Offener Streit über Menschenrechte

In Scharm El-Scheich haben sich die EU-Mitgliedstaaten und der Arabischen Liga auf einen Ausbau der Zusammenarbeit verständigt. Beim Thema der Menschenrechte gehen die Meinungen auseinander.
Von Norbert Schäfer
Die Liga der Arabischen Staaten (Arabische Liga) wurde 1945 in Kairo gegründet und vertritt die Interessen von 22 Mitgliedsstaaten in Nordafrika und Asien

Im ägyptischen Badeort Scharm El-Scheich haben sich Vertreter der Europäischen Union (EU) und der Arabischen Liga am Sonntag und Montag zu Gesprächen getroffen. Bei dem ersten Gipfeltreffen der EU mit der Arabischen Liga haben sich die Vertreter der Staaten auf einen Ausbau der Zusammenarbeit verständigt.
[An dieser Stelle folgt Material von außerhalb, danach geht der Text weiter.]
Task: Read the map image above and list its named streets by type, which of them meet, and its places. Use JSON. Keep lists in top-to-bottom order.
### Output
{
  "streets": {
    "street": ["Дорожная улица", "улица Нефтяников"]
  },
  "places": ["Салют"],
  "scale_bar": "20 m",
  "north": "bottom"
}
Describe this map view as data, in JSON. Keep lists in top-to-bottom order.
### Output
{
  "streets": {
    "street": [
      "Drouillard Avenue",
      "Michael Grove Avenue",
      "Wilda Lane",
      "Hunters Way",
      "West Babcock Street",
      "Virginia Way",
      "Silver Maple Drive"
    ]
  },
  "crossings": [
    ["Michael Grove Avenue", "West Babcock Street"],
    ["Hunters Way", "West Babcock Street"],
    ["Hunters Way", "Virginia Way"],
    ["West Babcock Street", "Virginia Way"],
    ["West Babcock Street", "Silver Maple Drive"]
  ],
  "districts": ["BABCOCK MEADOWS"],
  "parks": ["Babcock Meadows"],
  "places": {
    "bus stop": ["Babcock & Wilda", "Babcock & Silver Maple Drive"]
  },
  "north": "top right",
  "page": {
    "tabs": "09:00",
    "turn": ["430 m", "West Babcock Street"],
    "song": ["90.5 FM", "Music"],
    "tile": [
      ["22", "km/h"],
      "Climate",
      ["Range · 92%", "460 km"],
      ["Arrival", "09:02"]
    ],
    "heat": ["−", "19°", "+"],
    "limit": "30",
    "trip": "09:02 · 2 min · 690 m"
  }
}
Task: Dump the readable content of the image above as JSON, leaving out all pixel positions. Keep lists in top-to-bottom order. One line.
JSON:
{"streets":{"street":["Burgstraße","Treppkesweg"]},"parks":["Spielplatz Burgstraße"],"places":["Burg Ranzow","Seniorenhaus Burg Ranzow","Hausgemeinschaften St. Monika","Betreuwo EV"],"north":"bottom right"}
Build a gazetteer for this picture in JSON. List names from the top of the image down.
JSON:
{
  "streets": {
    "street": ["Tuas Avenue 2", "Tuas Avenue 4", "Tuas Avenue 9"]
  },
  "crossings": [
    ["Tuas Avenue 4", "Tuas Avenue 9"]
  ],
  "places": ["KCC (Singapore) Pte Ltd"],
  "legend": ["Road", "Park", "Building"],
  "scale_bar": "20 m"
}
Bei der Abschlusspressekonferenz am Montag kam es verschiedenen Medienberichten zufolge zu offenen Meinungsverschiedenheiten. Auslöser war die Frage, ob sich Ägyptens Präsident Abdel Fattah al-Sisi darüber klar sei, dass die EU mit der Lage der Menschenrechte in seinem Land nicht einverstanden sei. Der Generalsekretär der Arabischen Liga, Ahmed Abul Ghait, erklärte dazu: Nicht einer der Anwesenden habe Unzufriedenheit mit der Menschenrechtslage ausgedrückt.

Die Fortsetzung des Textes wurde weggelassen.